### [What is being asked]
Scan the records and identify every line in which the string "grid" occurs, then return those lines.

### [Stored items]
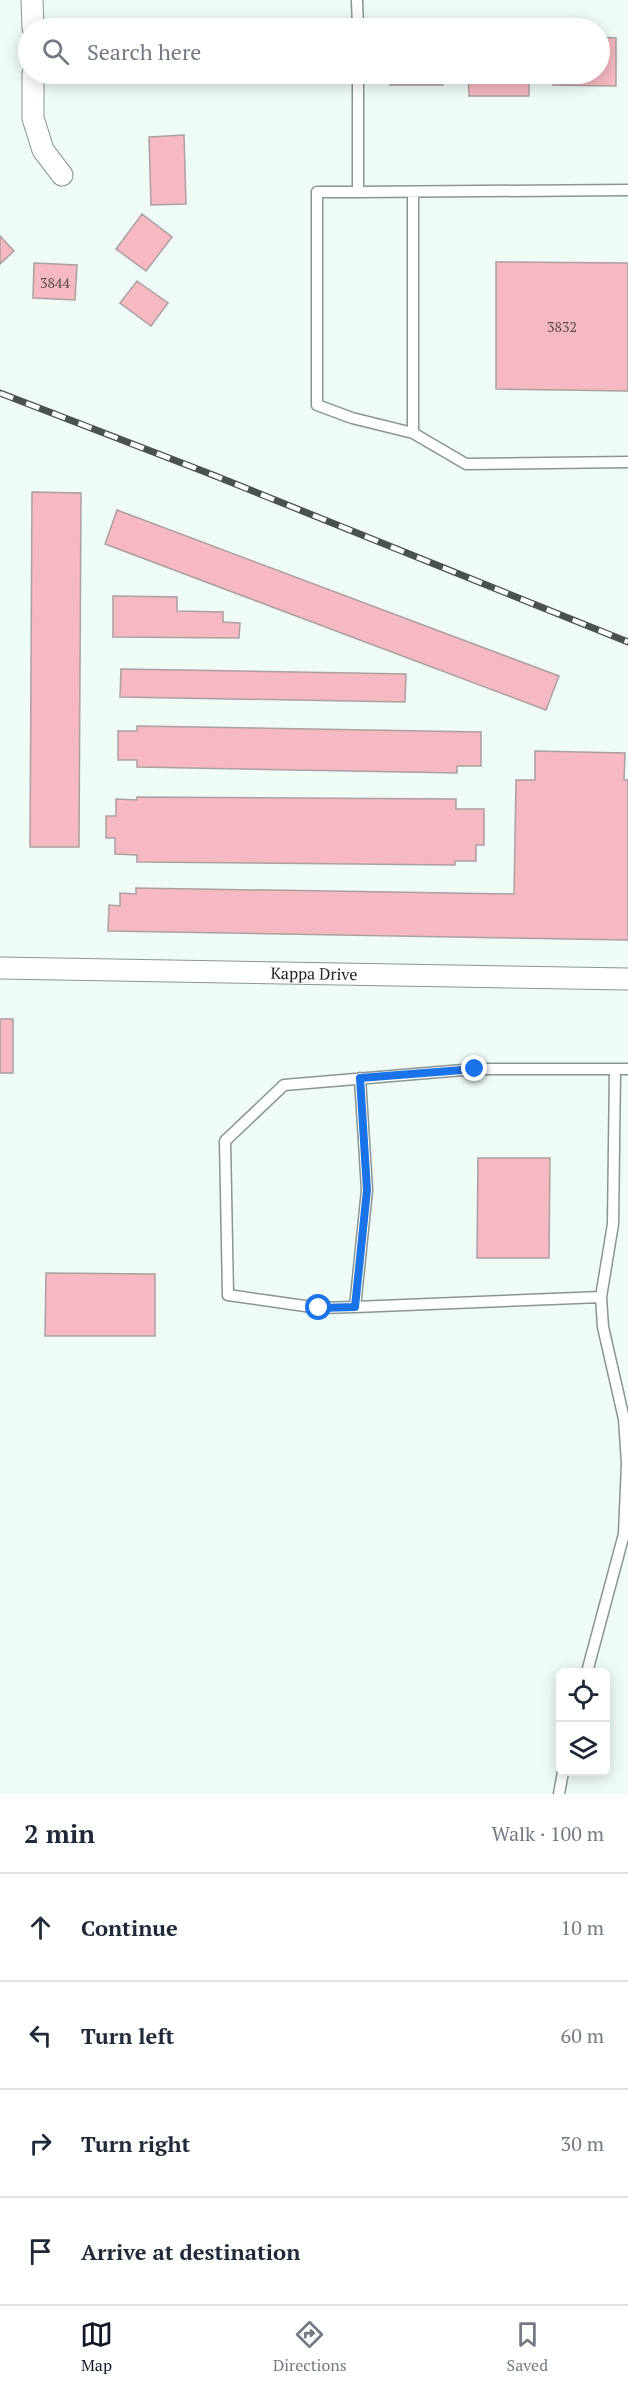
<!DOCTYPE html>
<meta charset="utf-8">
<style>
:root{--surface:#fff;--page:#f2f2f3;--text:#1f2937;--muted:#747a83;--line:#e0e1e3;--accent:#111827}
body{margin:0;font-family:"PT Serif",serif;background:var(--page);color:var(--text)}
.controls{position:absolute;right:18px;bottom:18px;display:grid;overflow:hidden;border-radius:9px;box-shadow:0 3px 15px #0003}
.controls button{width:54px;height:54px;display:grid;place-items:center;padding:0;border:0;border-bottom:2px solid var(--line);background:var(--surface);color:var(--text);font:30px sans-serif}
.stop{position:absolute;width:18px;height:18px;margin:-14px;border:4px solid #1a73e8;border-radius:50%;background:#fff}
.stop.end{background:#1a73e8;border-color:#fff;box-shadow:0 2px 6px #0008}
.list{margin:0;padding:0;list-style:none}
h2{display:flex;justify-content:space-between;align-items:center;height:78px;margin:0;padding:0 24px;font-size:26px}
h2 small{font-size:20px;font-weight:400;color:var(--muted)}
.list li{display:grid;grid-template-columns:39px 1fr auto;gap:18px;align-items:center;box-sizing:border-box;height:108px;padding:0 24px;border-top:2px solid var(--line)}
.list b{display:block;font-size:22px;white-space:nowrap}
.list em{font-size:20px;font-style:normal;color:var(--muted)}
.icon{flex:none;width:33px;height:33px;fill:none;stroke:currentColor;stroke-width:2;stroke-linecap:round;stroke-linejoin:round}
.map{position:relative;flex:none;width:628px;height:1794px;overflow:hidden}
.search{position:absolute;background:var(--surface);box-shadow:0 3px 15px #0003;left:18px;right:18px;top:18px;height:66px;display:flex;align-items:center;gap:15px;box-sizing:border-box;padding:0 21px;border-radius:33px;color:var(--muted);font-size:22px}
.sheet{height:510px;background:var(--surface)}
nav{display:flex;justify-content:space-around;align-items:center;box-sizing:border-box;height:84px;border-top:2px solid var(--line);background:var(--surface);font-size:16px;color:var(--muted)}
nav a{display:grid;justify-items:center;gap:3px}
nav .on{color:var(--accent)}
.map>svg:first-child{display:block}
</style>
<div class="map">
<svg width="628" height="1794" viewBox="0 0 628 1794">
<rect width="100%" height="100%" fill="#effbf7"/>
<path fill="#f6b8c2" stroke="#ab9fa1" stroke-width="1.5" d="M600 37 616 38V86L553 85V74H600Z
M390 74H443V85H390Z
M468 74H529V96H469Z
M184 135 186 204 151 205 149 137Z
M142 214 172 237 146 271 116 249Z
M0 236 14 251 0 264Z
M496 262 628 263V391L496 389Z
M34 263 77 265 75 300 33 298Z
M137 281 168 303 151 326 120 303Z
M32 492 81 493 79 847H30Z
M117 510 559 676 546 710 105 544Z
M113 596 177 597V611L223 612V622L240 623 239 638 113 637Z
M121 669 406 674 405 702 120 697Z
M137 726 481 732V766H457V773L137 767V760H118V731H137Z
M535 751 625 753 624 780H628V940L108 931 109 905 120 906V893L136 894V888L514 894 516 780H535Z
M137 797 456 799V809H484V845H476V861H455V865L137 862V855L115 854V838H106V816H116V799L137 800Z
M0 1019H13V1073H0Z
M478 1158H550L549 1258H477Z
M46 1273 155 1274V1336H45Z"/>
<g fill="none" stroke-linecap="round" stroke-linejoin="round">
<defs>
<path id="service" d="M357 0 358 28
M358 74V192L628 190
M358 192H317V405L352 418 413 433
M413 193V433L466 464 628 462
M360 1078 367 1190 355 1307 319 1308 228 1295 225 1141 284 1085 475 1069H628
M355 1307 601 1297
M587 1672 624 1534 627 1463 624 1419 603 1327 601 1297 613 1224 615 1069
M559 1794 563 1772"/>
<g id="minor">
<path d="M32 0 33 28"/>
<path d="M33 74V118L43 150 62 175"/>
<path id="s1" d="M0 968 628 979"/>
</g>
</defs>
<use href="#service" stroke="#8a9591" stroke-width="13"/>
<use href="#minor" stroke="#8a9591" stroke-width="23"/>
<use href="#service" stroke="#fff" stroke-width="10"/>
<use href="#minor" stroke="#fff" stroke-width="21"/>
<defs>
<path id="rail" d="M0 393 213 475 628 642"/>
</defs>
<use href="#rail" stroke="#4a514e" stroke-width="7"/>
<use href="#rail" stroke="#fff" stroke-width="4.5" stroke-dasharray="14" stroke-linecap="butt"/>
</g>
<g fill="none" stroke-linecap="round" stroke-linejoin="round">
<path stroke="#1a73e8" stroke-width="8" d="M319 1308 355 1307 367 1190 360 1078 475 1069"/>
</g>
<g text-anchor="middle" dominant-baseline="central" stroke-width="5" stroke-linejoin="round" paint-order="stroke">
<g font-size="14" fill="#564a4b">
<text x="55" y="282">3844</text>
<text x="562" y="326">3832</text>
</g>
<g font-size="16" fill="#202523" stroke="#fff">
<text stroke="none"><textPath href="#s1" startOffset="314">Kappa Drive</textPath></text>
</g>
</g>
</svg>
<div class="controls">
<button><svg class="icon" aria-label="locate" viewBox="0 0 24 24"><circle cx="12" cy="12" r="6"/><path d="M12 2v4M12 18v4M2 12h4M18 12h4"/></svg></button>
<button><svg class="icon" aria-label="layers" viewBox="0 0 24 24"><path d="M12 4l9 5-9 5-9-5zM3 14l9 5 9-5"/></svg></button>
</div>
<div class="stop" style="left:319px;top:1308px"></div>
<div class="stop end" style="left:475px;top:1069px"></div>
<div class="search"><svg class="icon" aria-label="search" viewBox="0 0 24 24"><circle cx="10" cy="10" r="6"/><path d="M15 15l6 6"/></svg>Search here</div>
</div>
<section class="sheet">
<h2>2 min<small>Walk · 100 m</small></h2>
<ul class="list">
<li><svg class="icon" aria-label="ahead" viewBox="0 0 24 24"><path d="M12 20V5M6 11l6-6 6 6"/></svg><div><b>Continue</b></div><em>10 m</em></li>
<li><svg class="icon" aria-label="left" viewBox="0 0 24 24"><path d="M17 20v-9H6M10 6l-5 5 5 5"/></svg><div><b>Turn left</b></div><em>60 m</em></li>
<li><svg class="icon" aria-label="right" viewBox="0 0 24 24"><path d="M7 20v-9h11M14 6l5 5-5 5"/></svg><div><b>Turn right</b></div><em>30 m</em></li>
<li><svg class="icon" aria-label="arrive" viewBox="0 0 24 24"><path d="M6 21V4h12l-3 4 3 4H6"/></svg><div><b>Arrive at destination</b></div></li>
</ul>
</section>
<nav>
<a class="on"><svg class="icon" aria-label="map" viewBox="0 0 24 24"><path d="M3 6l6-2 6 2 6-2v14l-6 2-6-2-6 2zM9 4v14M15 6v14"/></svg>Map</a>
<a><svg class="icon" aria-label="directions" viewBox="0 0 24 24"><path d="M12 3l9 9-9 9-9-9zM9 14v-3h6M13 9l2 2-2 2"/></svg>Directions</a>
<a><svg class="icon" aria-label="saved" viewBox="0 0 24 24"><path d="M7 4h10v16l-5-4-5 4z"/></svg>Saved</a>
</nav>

### [Task response]
.controls{position:absolute;right:18px;bottom:18px;display:grid;overflow:hidden;border-radius:9px;box-shadow:0 3px 15px #0003}
.controls button{width:54px;height:54px;display:grid;place-items:center;padding:0;border:0;border-bottom:2px solid var(--line);background:var(--surface);color:var(--text);font:30px sans-serif}
.list li{display:grid;grid-template-columns:39px 1fr auto;gap:18px;align-items:center;box-sizing:border-box;height:108px;padding:0 24px;border-top:2px solid var(--line)}
nav a{display:grid;justify-items:center;gap:3px}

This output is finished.